Monday, November 12, 2012

Review: CRANFORD by Elizabeth Gaskell

Original Publication Date: 1851

Genre: Literary fiction

Topics: English village life, domesticity, gossip, friendship, community











Review:

Without melodrama, without even an actual plot, Cranford develops at the gentle pace you’d expect from an early-Victorian small town. Elizabeth Gaskell is the Queen of Domestic Life and from page 1 the reader is immediately involved in the small pains and pleasures of a group of middle-aged genteel women. With just a few anecdotes, she is able to build distinct individuals and I was often left with the vague impression I actually knew someone who, as Miss Matty and her candles, is obsessed about saving something or other, or who would defend his/hers favorite author as devotedly as Miss Jenkins’ did her Dr. Jenkyns (the dialogue in that scene is priceless).
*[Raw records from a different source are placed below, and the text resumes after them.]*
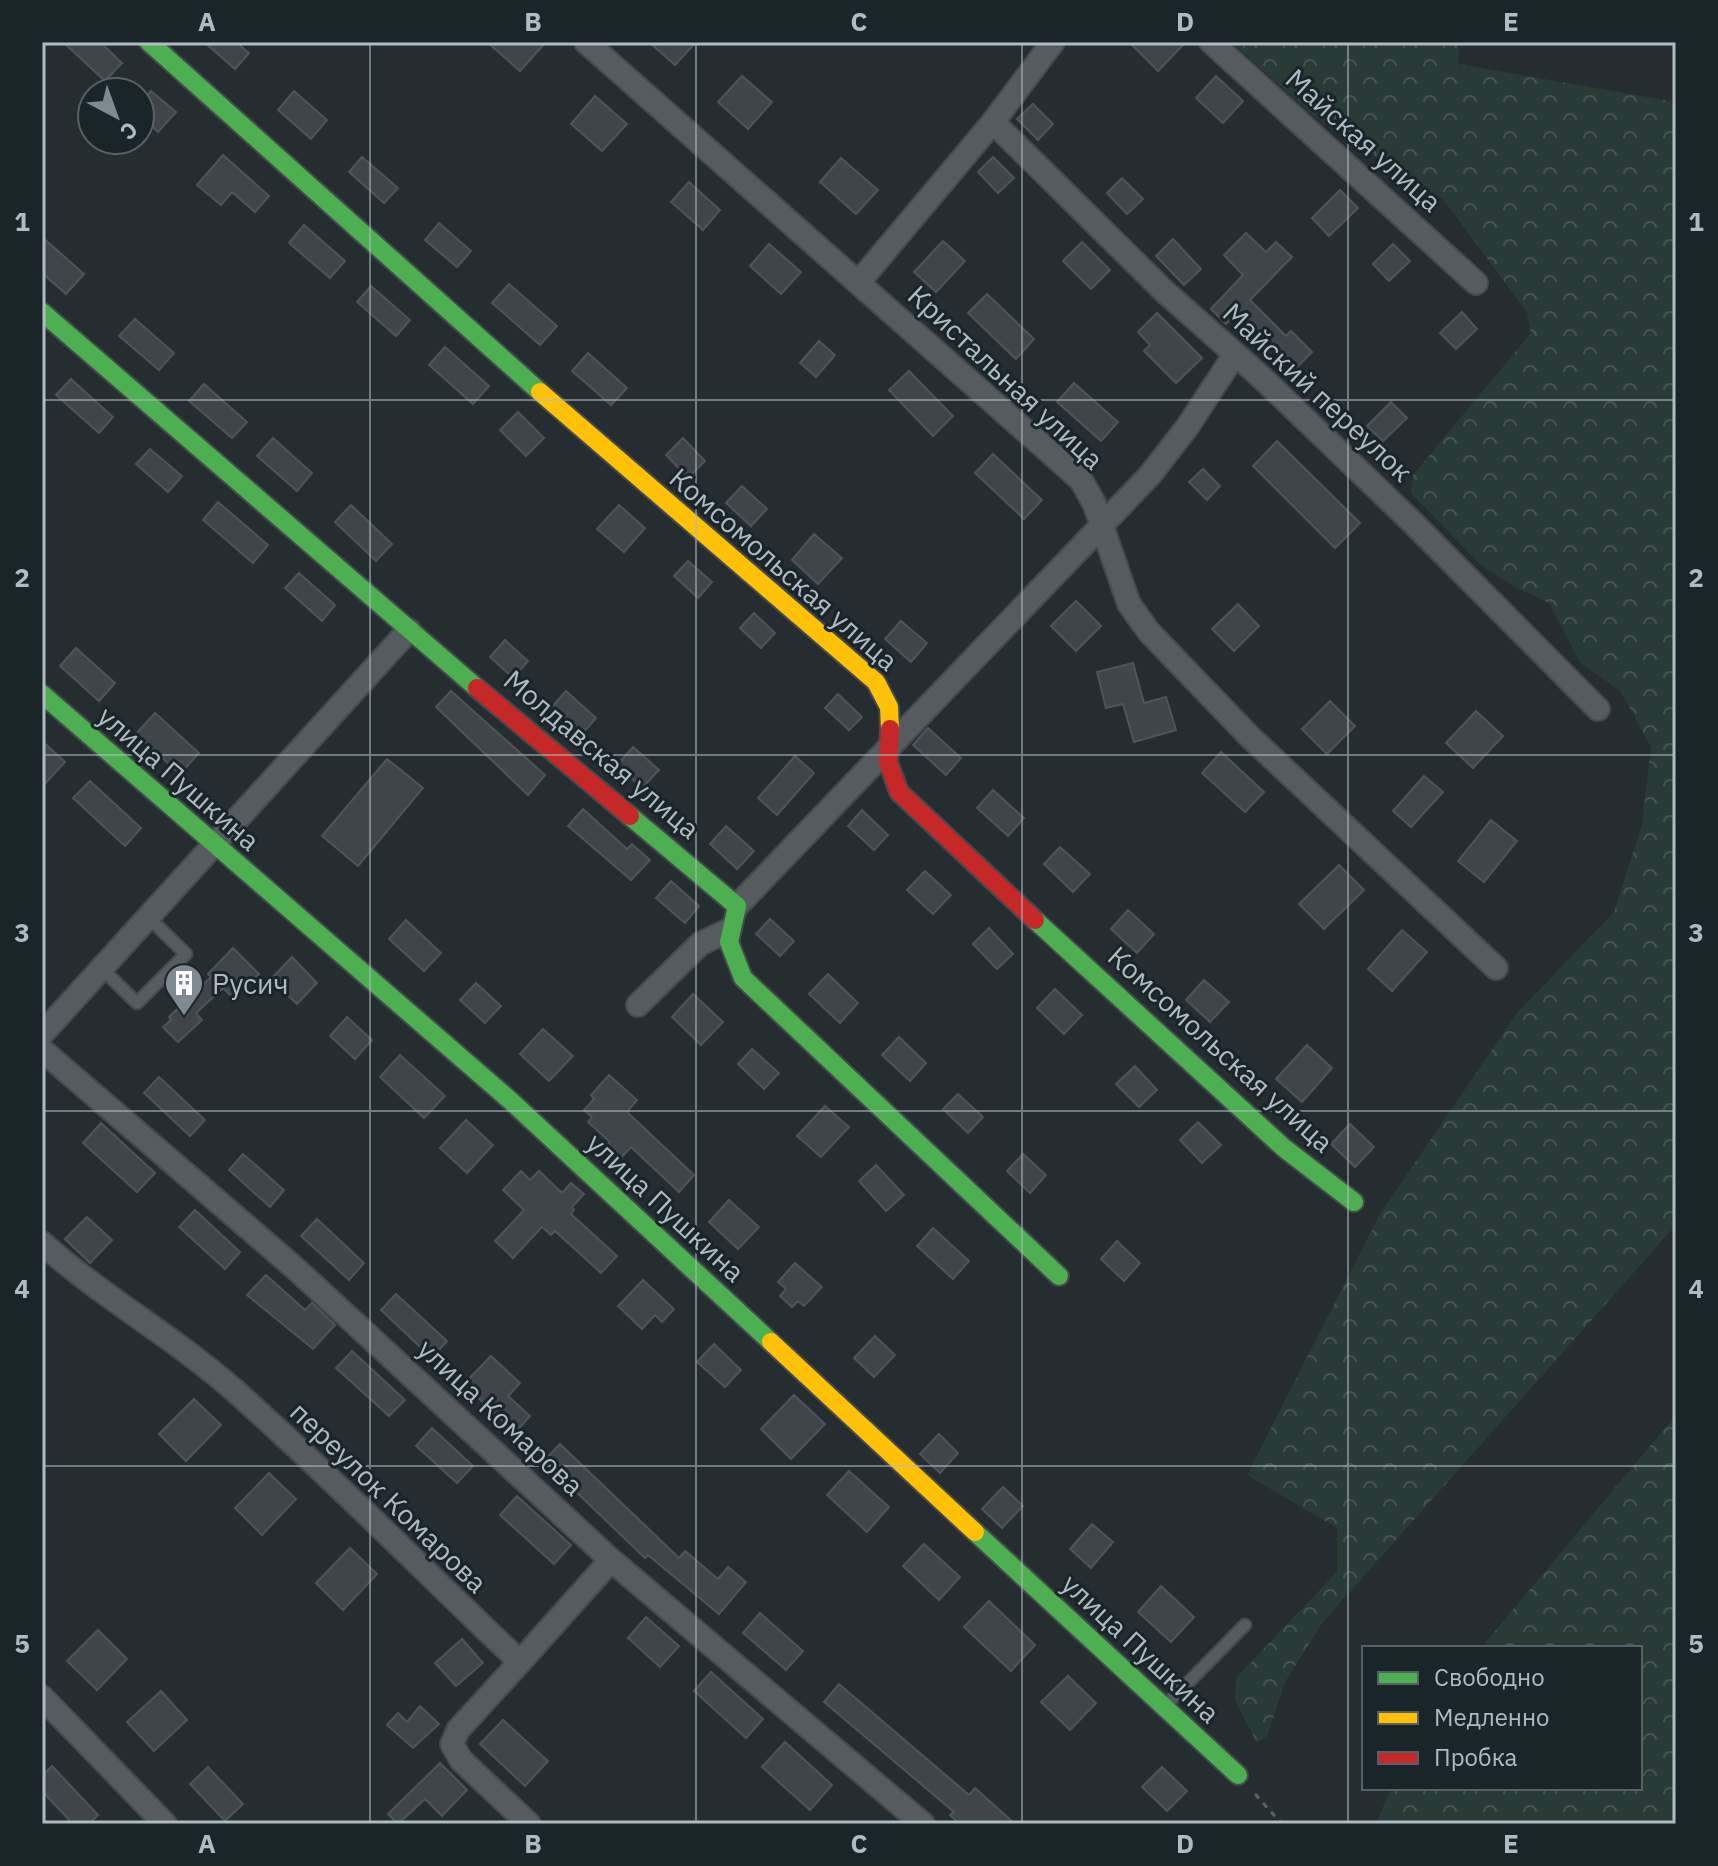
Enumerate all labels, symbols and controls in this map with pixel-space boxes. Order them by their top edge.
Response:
text: A [198,4,216,38]
text: B [524,4,542,38]
text: C [851,4,868,38]
text: D [1176,4,1194,38]
text: E [1503,4,1519,38]
street label: Майская улица [1278,60,1450,220]
north arrow [76,76,156,156]
text: С [115,116,144,147]
text: 1 [14,204,30,238]
text: 1 [1688,204,1704,238]
street label: Кристальная улица [900,277,1112,477]
street label: Майский переулок [1215,294,1421,490]
street label: Комсомольская улица [662,459,906,679]
text: 2 [14,560,30,594]
text: 2 [1688,560,1704,594]
street label: Молдавская улица [496,661,708,847]
street label: улица Пушкина [90,697,268,859]
text: 3 [14,915,30,949]
text: 3 [1688,915,1704,949]
street label: Комсомольская улица [1100,938,1342,1160]
building icon: Русич [163,962,205,1017]
place label: Русич [212,965,289,1002]
street label: улица Пушкина [579,1124,753,1290]
text: 4 [14,1271,30,1305]
text: 4 [1688,1271,1704,1305]
street label: улица Комарова [410,1330,592,1504]
street label: переулок Комарова [283,1393,495,1601]
street label: улица Пушкина [1054,1565,1228,1731]
text: 5 [14,1626,30,1660]
text: 5 [1688,1626,1704,1660]
legend [1362,1646,1642,1790]
text: Свободно [1434,1661,1545,1693]
text: Медленно [1434,1701,1550,1733]
text: Пробка [1434,1741,1518,1773]
text: A [198,1826,216,1860]
text: B [524,1826,542,1860]
text: C [851,1826,868,1860]
text: D [1176,1826,1194,1860]
text: E [1503,1826,1519,1860]

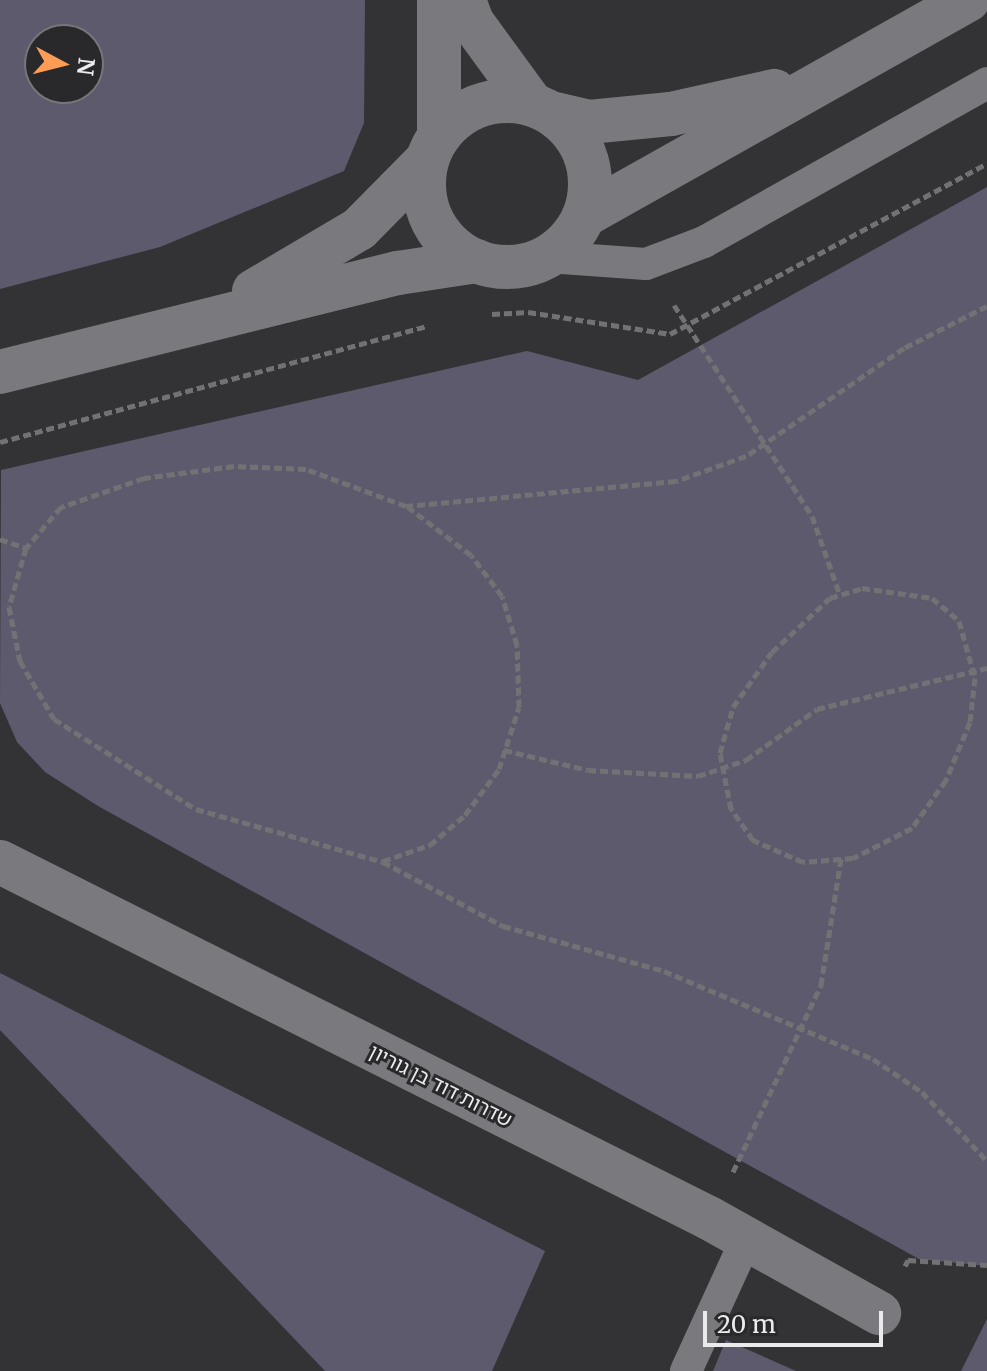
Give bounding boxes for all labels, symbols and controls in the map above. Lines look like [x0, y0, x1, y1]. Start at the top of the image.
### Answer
north arrow [24, 24, 104, 104]
text: N [71, 56, 101, 77]
street label: שדרות דוד בן גוריון [366, 1039, 516, 1131]
scale bar [707, 1295, 887, 1345]
text: 20 m [717, 1309, 776, 1340]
I also found the narrator delightful. She’s the outsider looking in and has just the right amount of clever irony, like asking the readers if they would find some of Cranford’s eccentricities in London. My favorite:

The greatest event was, that Miss Jenkyns had purchased a new carpet for the drawing-room.  Oh, the busy work Miss Matty and I had in chasing the sunbeams, as they fell in an afternoon right down on this carpet through the blindless window!  (…) We were very busy, too, one whole morning, before Miss Jenkyns gave her party, in following her directions, and in cutting out and stitching together pieces of newspaper so as to form little paths to every chair set for the expected visitors, lest their shoes might dirty or defile the purity of the carpet.  Do you make paper paths for every guest to walk upon in London?
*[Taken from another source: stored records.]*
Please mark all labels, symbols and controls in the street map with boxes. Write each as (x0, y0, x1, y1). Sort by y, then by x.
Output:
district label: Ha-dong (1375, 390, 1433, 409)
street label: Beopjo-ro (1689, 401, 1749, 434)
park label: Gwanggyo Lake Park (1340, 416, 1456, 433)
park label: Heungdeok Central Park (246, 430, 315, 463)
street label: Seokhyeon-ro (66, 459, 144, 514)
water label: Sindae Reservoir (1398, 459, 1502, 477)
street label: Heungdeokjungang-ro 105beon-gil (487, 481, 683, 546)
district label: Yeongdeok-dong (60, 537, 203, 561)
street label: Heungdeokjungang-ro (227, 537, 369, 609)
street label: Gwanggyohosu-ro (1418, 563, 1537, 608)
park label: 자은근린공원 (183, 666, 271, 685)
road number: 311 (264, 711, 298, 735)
What a great image, I’m sorry they didn't use that in the series!

Cranford is my fourth Gaskell after North & South, Wives & Daughters and The Life of Charlotte Brontë. In comparison it’s much lighter and I can easily imagine Gaskell having fun writing it. She avoided the major social convulsions and deep moral dilemmas of the others, but her recurrent theme of tradition vs. progress is still very much present in Cranford. Change in this village does not come through the arrival of rail line or a factory, but is more subtle. Almost every chapter is about how these women gently adapt to the developments around them, especially after the death of Miss Jenkins, the village’s bastion of tradition. Sucking oranges in company, burning old letters (why didn't the narrator offer to take care of them?!) had the scale of revolutions in the quite life of Miss Matty.

Don’t you sometimes wish that a separate story would be written about another book’s secondary characters? I get that a lot – the one that comes to mind immediately is Faramir from Lord of the Rings (one of my biggest literary crushes!). I got that same feeling about “Mr. Thomas Holbrook, yeoman”, my favorite character in the first half of the book. I would have liked to know more about his daily life, what he reads, his relationship with tenants and servants, but most of all, I’d have liked to see Paris through his eyes. I was very sorry to see him go so soon.
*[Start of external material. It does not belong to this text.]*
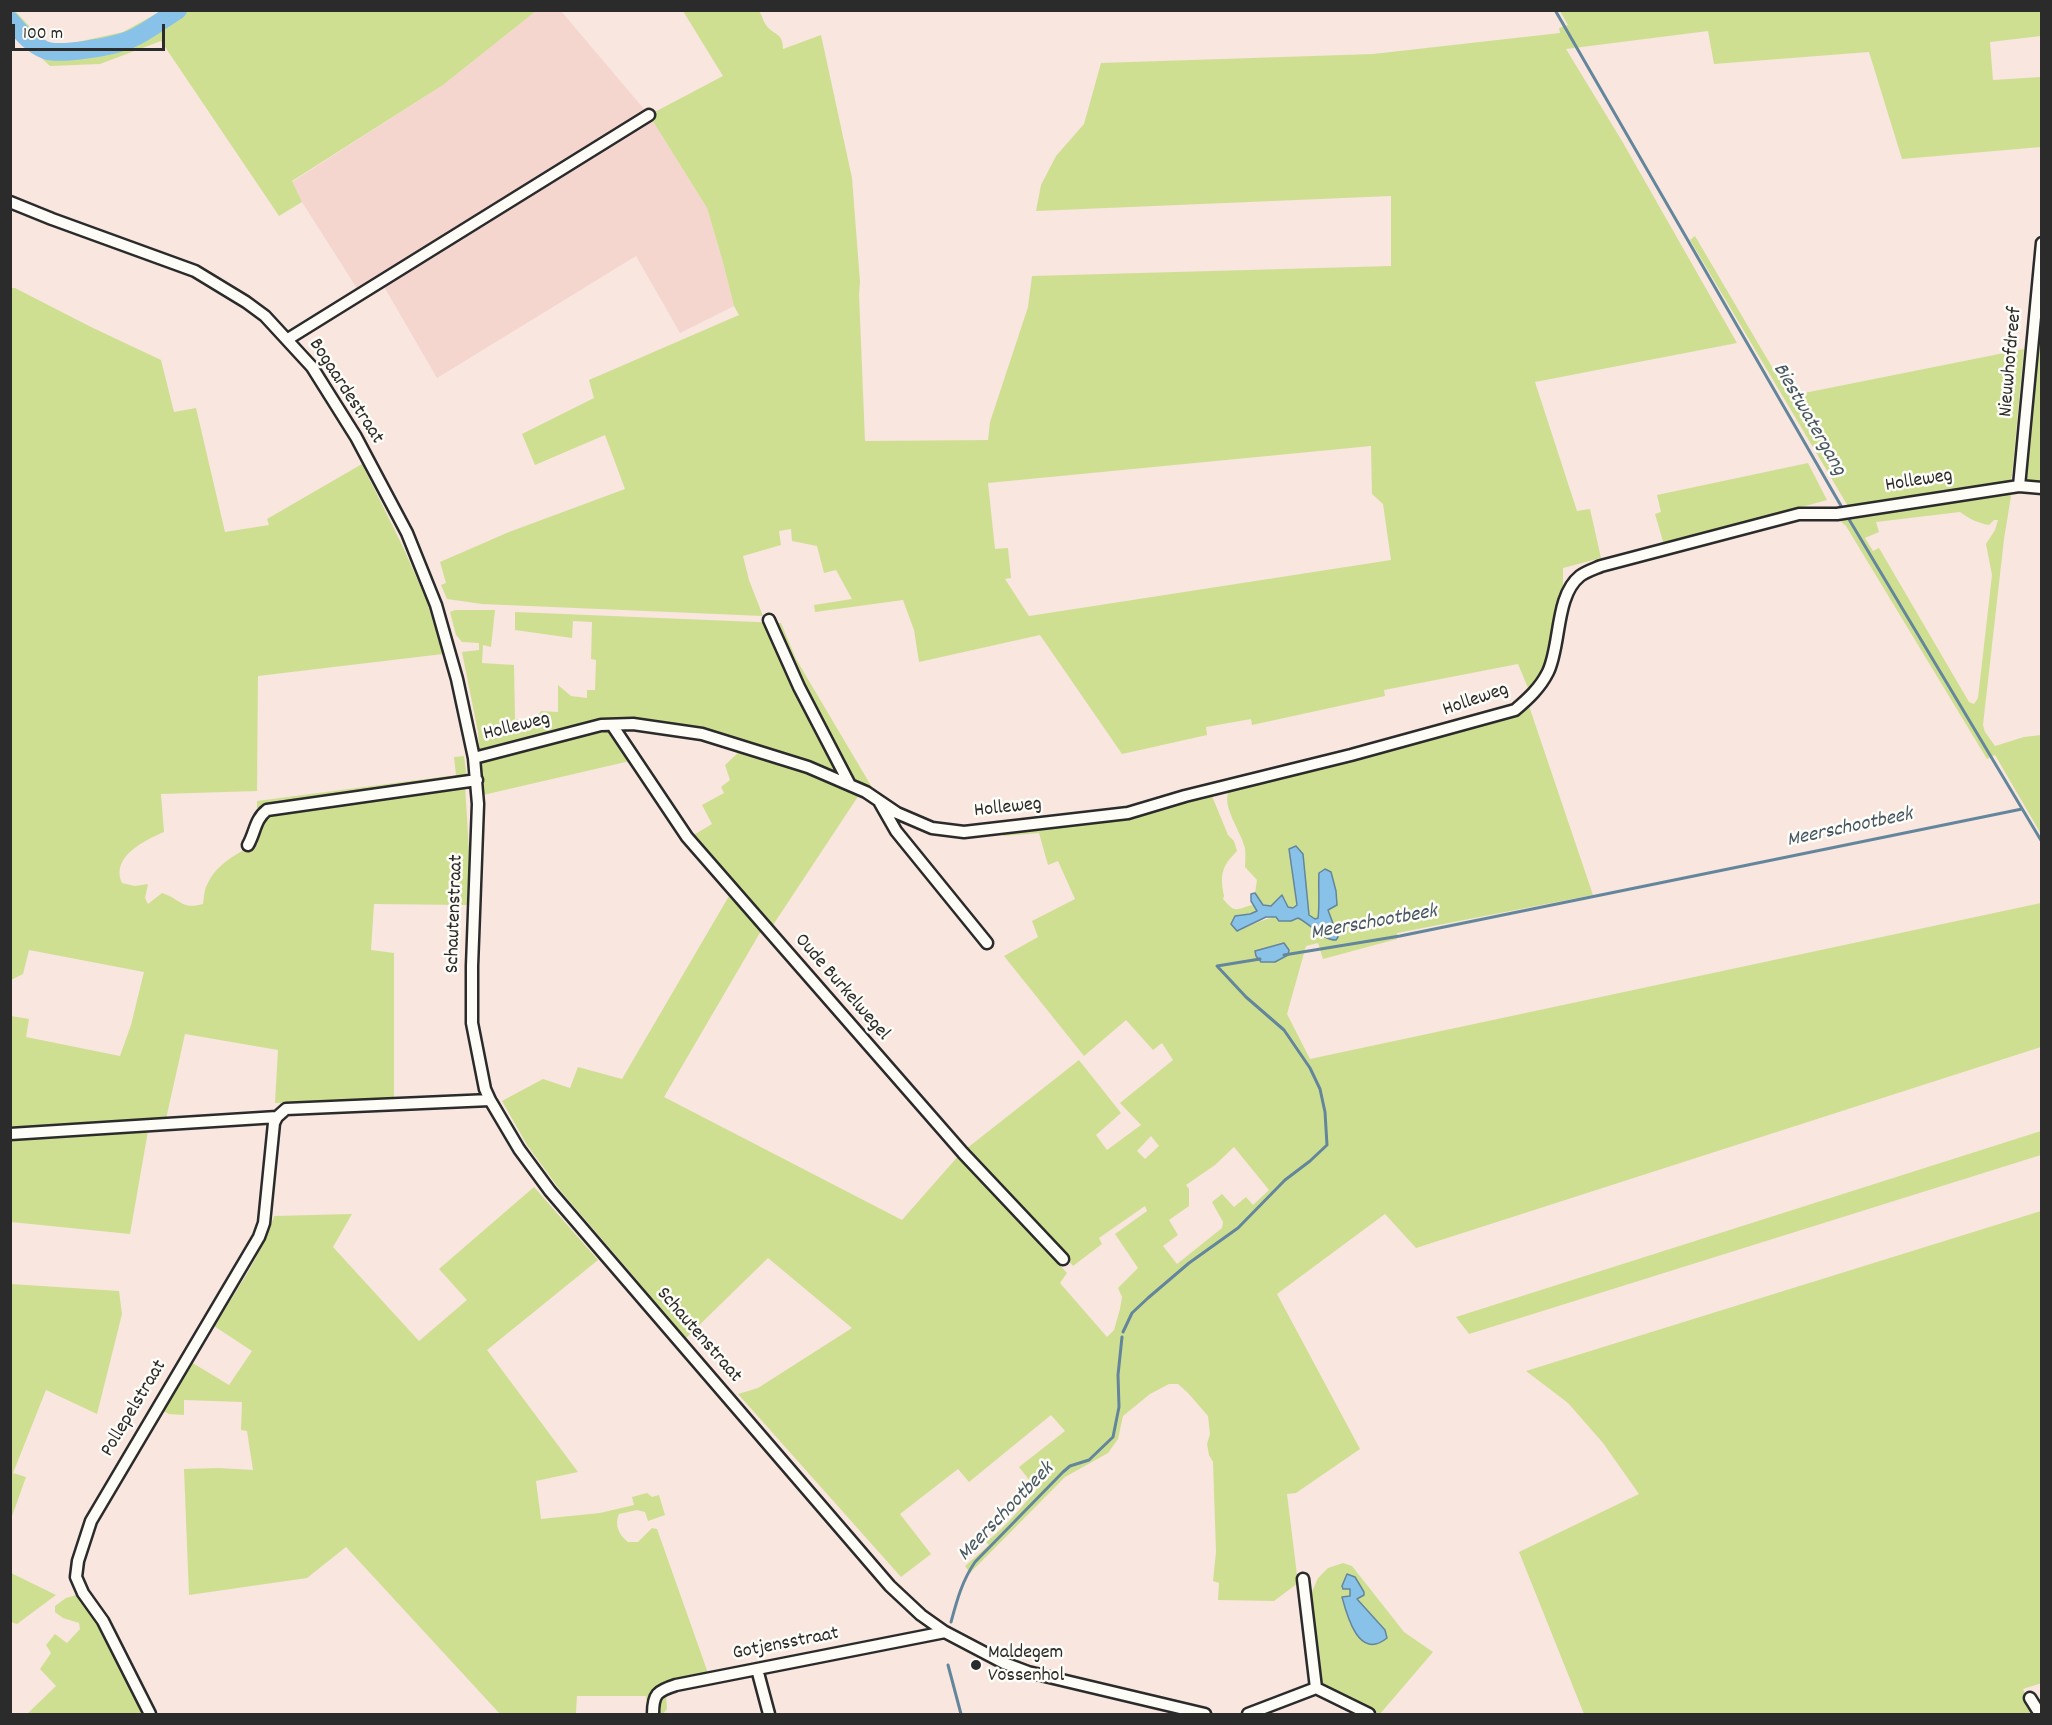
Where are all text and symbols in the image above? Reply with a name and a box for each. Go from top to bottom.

I had fun during my stay at Cranford. Not only was it a gentle book, full of characters you’d like to know in real life, but it also confirmed my belief that no one tops BBC when if comes to adapting classics. I still have the “Return to Cranford” DVD waiting for me on the shelf. I've been saving it for a rainy day.

Cranford and Mrs. Gaskell's other books are available at Project Gunteberg.